The company, founded by his father Joe in 1985, had been subcontracted through a management agent working for Octopus Energy and other suppliers to install solar panels, air source heat pumps and insulation measures.
“Octopus has gone radio silent along with the other energy companies. They haven’t given anybody any feedback or information of what’s going to happen in terms of payments. No one can get answers from the management agents,” Sheridan said.
Octopus said it was speaking to all of its direct contractors but declined to comment on AMP Renewables specifically, saying it did not work with the firm directly and had no responsibility to ensure subcontractors further down the supply chain were paid. A spokesperson acknowledged, however, that the closure of the scheme had been “very difficult as a number of businesses relied purely on this money”.
While private work has kept AMP Renewables trading, Sheridan has been forced to let six of his 22 staff go. The company is now facing wind-up threats from its own creditors, and a personal guarantee against the business’s debts has put his family home at risk. His experience reflects a wider pattern: late and withheld payments remain one of the biggest financial pressures on small businesses, costing UK SMEs more than £1.6 billion a year.
In a since-deleted LinkedIn post in April, Davey Macneill, managing director of Energy Pig, a Glasgow-based installation and management company, said businesses were “genuinely struggling” because payments had not been made. He tagged Greg Jackson, the Octopus Energy founder and government adviser, in his post.
“We’ve all got staff to pay. Suppliers to pay. Day-to-day costs that don’t just pause because someone higher up the chain hasn’t released funds,” Macneill wrote.
Leon Ashworth, 48, managing director of Euro Energy Group, said his firm was struggling because of unpaid bills from British Gas and an intermediary contract management company dating back to March.
“We’ve paid for all the material, paid for installers through the energy works, submitted all the correct evidence and information that’s required from the ECO scheme and they’re just withholding [payment],” Ashworth said.
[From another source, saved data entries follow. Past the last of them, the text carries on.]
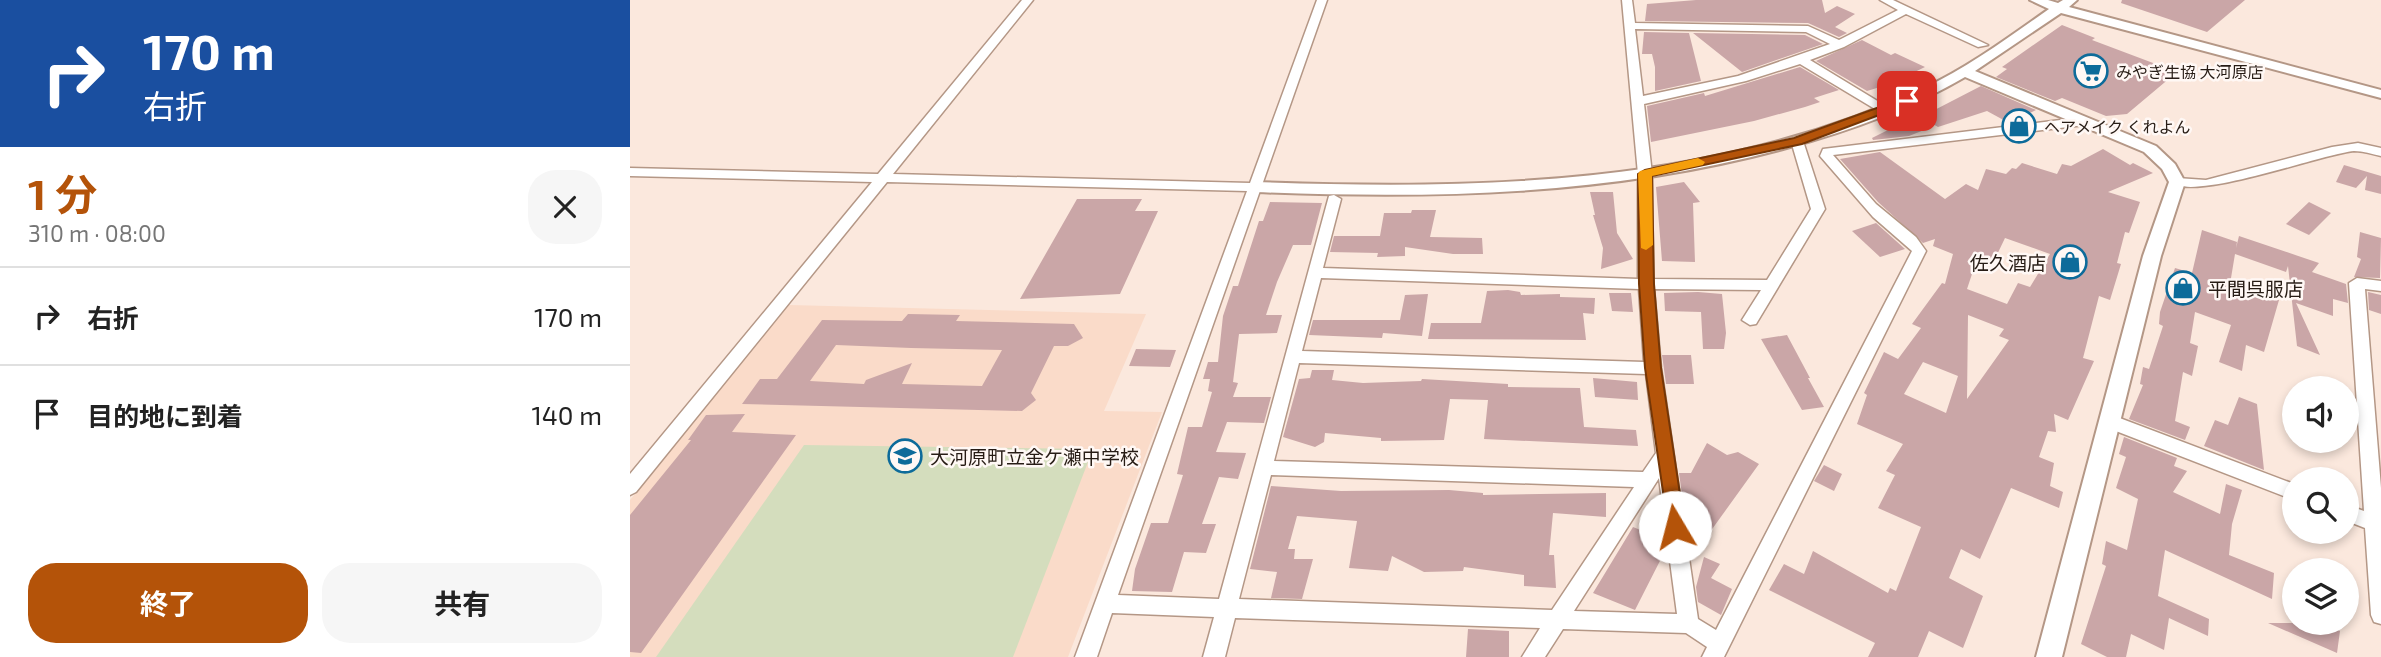 <!DOCTYPE html>
<html lang="ja">
<head>
<meta charset="utf-8">
<style>
  :root { --surface:#fff; --page:#f6f6f6; --text:#222; --muted:#767676; --line:#e0e0e0; --accent:#b45309 }
  body { margin:0; font-family:"Exo 2","Noto Sans JP",sans-serif; background:var(--page); color:var(--text); height:100vh; display:flex; flex-direction:column; font-size:26px; white-space:nowrap }
  * { box-sizing:border-box; margin:0 }
  p { font-size:23px; color:var(--muted) }
  .icon { flex:none; width:38px; height:38px; fill:none; stroke:currentColor; stroke-width:2; stroke-linecap:round; stroke-linejoin:round }
  .map { position:relative; flex:1; overflow:hidden }
  .side { display:flex; flex-direction:column; background:var(--surface); width:630px }
  .side>* { flex:none }
  .guide { background:#1a4fa0; color:#fff; overflow:hidden }
  .tools { position:absolute; left:1652px; top:376px; display:grid; gap:14px }
  .tools a { display:grid; place-items:center; width:77px; height:77px; border-radius:50%; background:var(--surface); box-shadow:0 4px 10px #0003; font-size:35px }
  .pin { position:absolute; display:grid; place-items:center; width:60px; height:60px; color:#fff; margin:-30px; border-radius:14px; box-shadow:0 4px 10px #0006 }
  .me { position:absolute; width:77px; margin:-38px; rotate:352deg; stroke-linejoin:round; filter:drop-shadow(0 0 5px #0008) }
  .turn { display:flex; align-items:center; gap:24px; height:147px; padding:0 28px; font-size:32px }
  .turn .icon { width:91px; height:91px; stroke-width:2.5 }
  .turn b { display:block; font-size:49px; line-height:60px }
  .round { display:grid; place-items:center; flex:none; width:74px; height:74px; border-radius:28px; background:var(--page) }
  .overview { display:flex; align-items:center; justify-content:space-between; height:119px; padding:0 28px }
  h1 { font-size:42px; font-weight:700; line-height:52px; color:var(--accent) }
  .button { display:flex; gap:14px; margin-top:auto; padding:14px 28px }
  .button a { flex:1; height:80px; border-radius:28px; background:var(--accent); color:#fff; font-size:28px; font-weight:700; line-height:80px; text-align:center }
  .button a+a { background:var(--page); color:var(--text) }
  ul { padding:0; list-style:none }
  li { display:flex; align-items:center; gap:21px; height:98px; padding:0 28px; border-top:2px solid var(--line) }
  li div { flex:1 }
  li b { display:block; font-size:26px }
  li em { font-style:normal }
  main { display:flex; flex:1; min-height:0 }
  .map>svg:first-child { display:block }
  .built { fill:#fadbc9 }
  .green { fill:#d4ddbd }
  .building { fill:#caa6a7; fill-rule:evenodd }
  .lines { fill:none; stroke-linecap:round; stroke-linejoin:round }
  .minor-casing { stroke:#b49786; stroke-width:3 }
  .tertiary-casing { stroke:#b49786; stroke-width:4 }
  .minor { fill:#fff; fill-rule:evenodd }
  .tertiary { fill:#fff; fill-rule:evenodd }
  .route { fill:#b45309; stroke:#753606; stroke-width:2 }
  .slow { fill:#f59e0b }
  .labels { text-anchor:middle; dominant-baseline:central; stroke-width:5; stroke-linejoin:round; paint-order:stroke }
  .far-poi-label { font-size:16px; fill:#271c15; stroke:#fff8f5; text-anchor:start }
  .poi-label { font-size:19px; fill:#271c15; stroke:#fff8f5; text-anchor:start }
</style>
</head>
<body>
<main>
<section class="side">
<div class="guide">
<div class="turn"><svg class="icon" aria-label="right" viewBox="0 0 24 24"><path d="M7 20v-9h11M14 6l5 5-5 5"/></svg><div><b>170 m</b>右折</div></div>
</div>
<div class="overview"><div><h1>1 分</h1><p>310 m · 08:00</p></div><a class="round"><svg class="icon" aria-label="close" viewBox="0 0 24 24"><path d="M6 6l12 12M18 6L6 18"/></svg></a></div>
<ul>
<li><svg class="icon" aria-label="right" viewBox="0 0 24 24"><path d="M7 20v-9h11M14 6l5 5-5 5"/></svg><div><b>右折</b></div><em>170 m</em></li>
<li><svg class="icon" aria-label="arrive" viewBox="0 0 24 24"><path d="M6 21V4h12l-3 4 3 4H6"/></svg><div><b>目的地に到着</b></div><em>140 m</em></li>
</ul>
<div class="button"><a>終了</a><a>共有</a></div>
</section>
<div class="map">
<svg width="1751" height="657" viewBox="0 0 1751 657">
  <rect width="100%" height="100%" fill="#fbe8dd"/>
  <path class="built" d="M159 305 516 314 474 411 532 412 438 657H0V500Z"/>
  <path class="green" d="M174 445 463 449 383 657H26Z"/>
  <path class="building" d="M1066 0H1192L1195 13 1207 6 1225 14 1205 27 1217 33 1209 37 1178 23 1015 21 1017 4Z
    M1492 0H1615L1577 32 1491 3Z
    M1432 25 1465 38 1462 40 1547 72 1497 114 1476 116 1432 98 1425 101 1366 77 1377 69 1372 67Z
    M1014 32 1059 33 1071 81 1025 91V67L1022 54H1012Z
    M1063 33 1175 35 1193 44 1112 72Z
    M1232 40 1261 55 1265 53 1295 67 1260 84 1237 91 1186 61Z
    M1170 67 1209 90 1184 98 1190 102 1175 107 1124 121 1021 142 1017 106 1074 93 1075 96Z
    M1351 86 1406 110 1379 123 1357 111 1308 127 1291 117Z
    M1282 118 1299 128 1279 136 1243 140 1242 138Z
    M1473 149 1500 165 1503 163 1523 173 1478 192 1510 202 1499 233 1495 232 1487 263 1491 264 1480 300 1469 296 1453 358 1464 361 1438 420 1424 414 1426 432 1418 431 1409 457 1424 463 1420 486 1433 492 1429 508 1381 488 1350 559 1331 549 1319 578 1353 596 1333 648 1299 631 1288 657H1238L1245 643 1139 590 1154 564 1174 574 1183 551 1258 593 1260 588 1266 591 1291 527 1248 508 1265 475 1256 471 1273 444 1227 424 1237 395 1234 393 1254 352 1268 359 1291 328 1282 324 1312 283 1315 284 1323 254 1303 246 1305 239 1293 243 1248 202 1210 159 1250 152 1315 199 1336 184 1348 190 1356 169 1376 174 1382 168 1386 169 1392 163 1427 174 1432 164 1441 166ZM1375 238 1420 254 1400 287 1388 283 1377 304 1337 289 1348 256 1364 261ZM1338 315 1374 329 1369 336 1379 340 1337 399ZM1293 362 1328 376 1316 413 1274 394Z
    M1714 165 1751 176V194L1735 190 1737 176 1726 188 1706 182Z
    M1054 182 1070 202 1063 203 1065 262 1032 261 1026 187Z
    M960 192H983L987 233 1003 259 971 269 973 248 963 215H965Z
    M447 199H512L505 211H528L490 294 390 299Z
    M640 202 692 203 681 245H663L647 282 636 315H652L647 333 609 334 603 382 608 383 603 397H641L634 423 597 422 586 452 616 453 608 479 589 477 572 524H586L576 553 554 552 542 592 502 591 505 569 521 523H538L553 475 547 474 558 427H572L582 392 578 391 580 379H573L578 362H588L593 316 603 286H608L629 221H633Z
    M1679 202 1701 213 1679 235 1656 224Z
    M782 210H806L800 237 852 238 853 254H823L775 247V256L747 257 748 253 700 252 704 236H750L754 213H781Z
    M1246 223 1275 249 1250 257 1222 231Z
    M1572 230 1607 242 1606 248 1609 236 1689 263 1682 272 1716 284 1718 303 1703 299V316L1666 303 1690 355 1667 346 1658 266 1656 272 1605 254 1600 284 1649 300 1634 352 1616 345 1612 371 1589 362 1601 325 1565 312 1560 343 1568 346 1562 376 1553 372 1545 421 1560 427 1555 440 1499 419 1513 385 1510 384 1513 367 1519 369 1533 326 1529 324 1530 312 1545 268 1562 273Z
    M1730 232 1751 238 1750 278 1724 277 1731 259 1727 257Z
    M878 290 890 292 891 295 930 294V297L965 298 964 314 953 313 956 340 798 339 801 323H851L857 291Z
    M1068 292 1092 294 1096 333 1094 349H1073L1071 312 1035 311 1034 293Z
    M1738 292 1751 295V314L1739 310Z
    M979 293H1001L1003 312 982 311Z
    M798 294 792 336 753 333 752 338 679 335 683 320H770L775 295Z
    M278 314 330 315 326 321 444 324 453 338 438 346H424L401 393 406 400 392 411 112 404 130 379H147L192 320 272 321ZM206 345 281 348 372 350 352 386 272 384 282 363 236 380 234 384 180 381Z
    M1157 335 1180 378H1178L1194 407 1172 410 1131 339Z
    M506 349 546 350 540 367 499 366Z
    M1032 355H1061L1064 384H1036Z
    M682 370H704L702 380 733 383 791 381 792 379 878 384V387L950 388 954 427 1006 430 1008 446 854 439 858 400 820 399 814 440 751 441V438L695 433 694 442 685 447 653 437 669 379 680 378Z
    M963 378 1007 382 1008 400 965 397Z
    M1609 397 1627 404 1634 470 1574 446 1585 420 1598 425Z
    M115 414 102 432 166 435 11 653 0 652V515L61 440H58L76 415Z
    M1494 437 1547 458 1544 466 1557 471 1543 492 1590 514 1596 484 1612 490 1602 524 1599 555 1644 573 1642 599 1535 550 1528 596 1579 619 1578 636 1539 618 1534 650 1501 634 1496 657H1477L1451 644 1476 566 1472 564 1476 541 1497 550 1508 499 1486 488 1496 457 1489 454Z
    M1077 443 1097 455 1108 452 1129 464 1080 532 1056 517 1055 512 1062 501 1052 495 1049 473H1061Z
    M1194 465 1212 474 1204 491 1184 481Z
    M641 486 711 491 819 490 853 493V495L976 493V517L923 513 919 555H924L926 588 894 586V575L834 567 833 571 794 572 762 556 758 571 719 568 727 521 667 516 658 549H665L664 559H683L672 599 641 598 647 572 620 569Z
    M1003 527 1035 540 1036 549 1005 610 963 593Z
    M1074 557 1090 564 1081 578 1102 589 1091 615 1068 602 1066 587Z
    M1638 623H1689L1710 631 1707 653Z
    M838 629 879 631V657H836Z"/>
  <g class="lines">
    <defs>
      <path id="minor" d="M392 0H403L263 174 620 183 687 0H697L488 595 589 599 699 196 704 195 711 199 693 268 1008 279V174L992 0H1002L1005 23 1178 26 1209 40 1268 10 1250 0H1263L1358 45 1348 47 1276 14 1214 47 1180 60 1259 108V114L1255 115 1170 64 1116 81 1014 104 1022 174 1023 279 1137 280 1181 209 1161 141 1163 138 1167 137 1173 141 1195 209 1126 324 1120 325 1112 320 1131 290 1024 289 1031 368 1068 619 1086 630 1282 251 1243 217 1190 156 1193 149 1455 117 1461 121 1455 125 1203 155 1246 204 1286 237 1296 251 1094 657H1072L1077 647 1056 633 933 629 915 657H892L910 628 605 618 595 657H573L584 617 482 613 467 657H445L617 191 257 182 6 492 0 495V474L242 182 0 176V168L248 174ZM1005 29 1176 32 1200 44 1108 76 1013 96ZM691 278 1009 289 1014 362 672 351ZM669 363 1016 374 1026 453 1013 472 644 461ZM641 475 1004 487 922 610 609 599ZM1029 478 1047 614 944 611Z
        M1728 143 1751 148V156C1742 154 1733 151 1724 151 1688 155 1564 202 1540 182L1547 178 1576 180 1702 147Z
        M1727 278 1751 281V291L1735 289 1751 488V624L1744 622 1741 615 1735 528 1717 521V505L1734 511 1719 283Z
        M1479 414 1664 484V500L1473 426 1470 421 1473 416Z"/>
      <path id="tertiary" d="M1400 0H1418L1428 3 1433 0H1447L1439 7 1751 90V98L1431 13 1345 71 1526 146 1545 164 1555 182 1531 256 1432 657H1406L1513 256 1539 182 1532 169 1514 152 1335 77C1279 110 1216 132 1153 149 979 196 803 199 625 192L617 187 625 182C851 190 1085 186 1294 88 1339 67 1379 37 1419 9Z"/>
    </defs>
    <use href="#minor" class="minor-casing"/>
    <use href="#tertiary" class="tertiary-casing"/>
    <use href="#minor" class="minor"/>
    <use href="#tertiary" class="tertiary"/>
  </g>
  <path class="route" d="M1277 97 1281 98V103L1172 144 1022 176 1024 284 1031 368 1055 527 1052 533 1045 535 1039 533 1015 368 1009 284 1008 174 1015 170 1164 138Z"/>
  <path class="slow" d="M1068 158 1075 162 1073 165 1022 176 1023 245 1016 250 1011 248 1008 174 1010 171Z"/>
  <defs>
    <symbol id="supermarket-ring" viewBox="-11 -11 22 22"><circle r="9.5" fill="#fff8f5" stroke="#0d6b9a" stroke-width="1.5"/><path d="M-6-5.5h2.5l.6 2H6L4.5 2H-2.5L-4.4-4H-6ZM-1.5 3.2a1.3 1.3 0 1 0 .1 0ZM3 3.2a1.3 1.3 0 1 0 .1 0Z" fill="#0d6b9a"/></symbol>
    <symbol id="shop-ring" viewBox="-11 -11 22 22"><circle r="9.5" fill="#fff8f5" stroke="#0d6b9a" stroke-width="1.5"/><path d="M-5-2.5h2.3a2.7 3.5 0 0 1 5.4 0H5L5.5 6h-11ZM-1.5-2.5h3a1.5 2.3 0 0 0-3 0Z" fill="#0d6b9a"/></symbol>
    <symbol id="school-ring" viewBox="-11 -11 22 22"><circle r="9.5" fill="#fff8f5" stroke="#0d6b9a" stroke-width="1.5"/><path d="M0-5L7-2L0 1L-7-2ZM-4 1L0 2.5L4 1V4Q0 6-4 4Z" fill="#0d6b9a"/></symbol>
  </defs>
  <g fill-rule="evenodd">
    <use href="#supermarket-ring" x="1442" y="52" width="38" height="38"/>
    <use href="#shop-ring" x="1370" y="107" width="38" height="38"/>
    <use href="#shop-ring" x="1421" y="243" width="38" height="38"/>
    <use href="#shop-ring" x="1534" y="269" width="38" height="38"/>
    <use href="#school-ring" x="256" y="437" width="38" height="38"/>
  </g>
  <g class="labels">
    <g class="far-poi-label">
      <text x="1486" y="71">みやぎ生協 大河原店</text>
      <text x="1414" y="126">ヘアメイク くれよん</text>
    </g>
    <g class="poi-label">
      <text x="1416" y="262" text-anchor="end">佐久酒店</text>
      <text x="1578" y="288">平間呉服店</text>
      <text x="300" y="456">大河原町立金ケ瀬中学校</text>
    </g>
  </g>
</svg>
<div class="tools">
<a><svg class="icon" aria-label="sound" viewBox="0 0 24 24"><path d="M4 9h4l5-4v14l-5-4H4zM17 9q2 3 0 6"/></svg></a>
<a><svg class="icon" aria-label="search" viewBox="0 0 24 24"><circle cx="10" cy="10" r="6"/><path d="M15 15l6 6"/></svg></a>
<a><svg class="icon" aria-label="layers" viewBox="0 0 24 24"><path d="M12 4l9 5-9 5-9-5zM3 14l9 5 9-5"/></svg></a>
</div>
<div class="pin" style="left:1277px;top:101px;background:#d93025"><svg class="icon" aria-label="arrive" viewBox="0 0 24 24"><path d="M6 21V4h12l-3 4 3 4H6"/></svg></div>
<svg class="me" style="left:1045px;top:527px" viewBox="-20 -20 40 40"><circle r="19" fill="#fff"/><path d="M0-13L10 11 0 6-10 11z" fill="#b45309"/></svg>
</div>
</main>
</body>
</html>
A British Gas spokesperson said: “It is important that necessary audit and assurance checks are carried out, particularly where issues are identified. This is an established part of the ECO4 process, ensuring work meets required standards, protects customers and public money and meets our regulatory obligations.”
Octopus added that it was “standard practice” in the industry for some payments to be held in “retention [to] offset the risk of measures being rejected from the ECO scheme and thus not counting towards supplier targets”.
The payment row comes against a troubled backdrop for the programme. A report from the House of Commons public accounts committee found that external and internal wall insulation fitted under ECO4 and the separate Great British Insulation Scheme had left more than 30,000 homes with defects.
In April, the Serious Fraud Office arrested four people from a Staffordshire-based company over allegations of a £44 million fraud linked to claims for payment on work across thousands of properties.
For the small firms caught in the middle, the stakes could hardly be higher. With UK business closures already at a 20-year high, installers warn that withheld payments could push otherwise viable companies over the edge before any replacement funding arrives.
The government’s Warm Homes Plan, a £14.7 billion programme due to begin next year, is expected to fill some of the gaps left by ECO’s closure. Ministers have pledged £15 billion in total to cut the cost of installing energy-efficient upgrades such as solar, batteries and heat pumps.
The Department for Energy Security and Net Zero says it aims to add solar panels and battery storage to five million homes by 2030, with 530,000 installations completed since 2022 — and to have fitted panels to more than 1.6 million homes by the end of this year.
For installers such as Sheridan, however, the promise of future funding offers little comfort while existing invoices remain unpaid.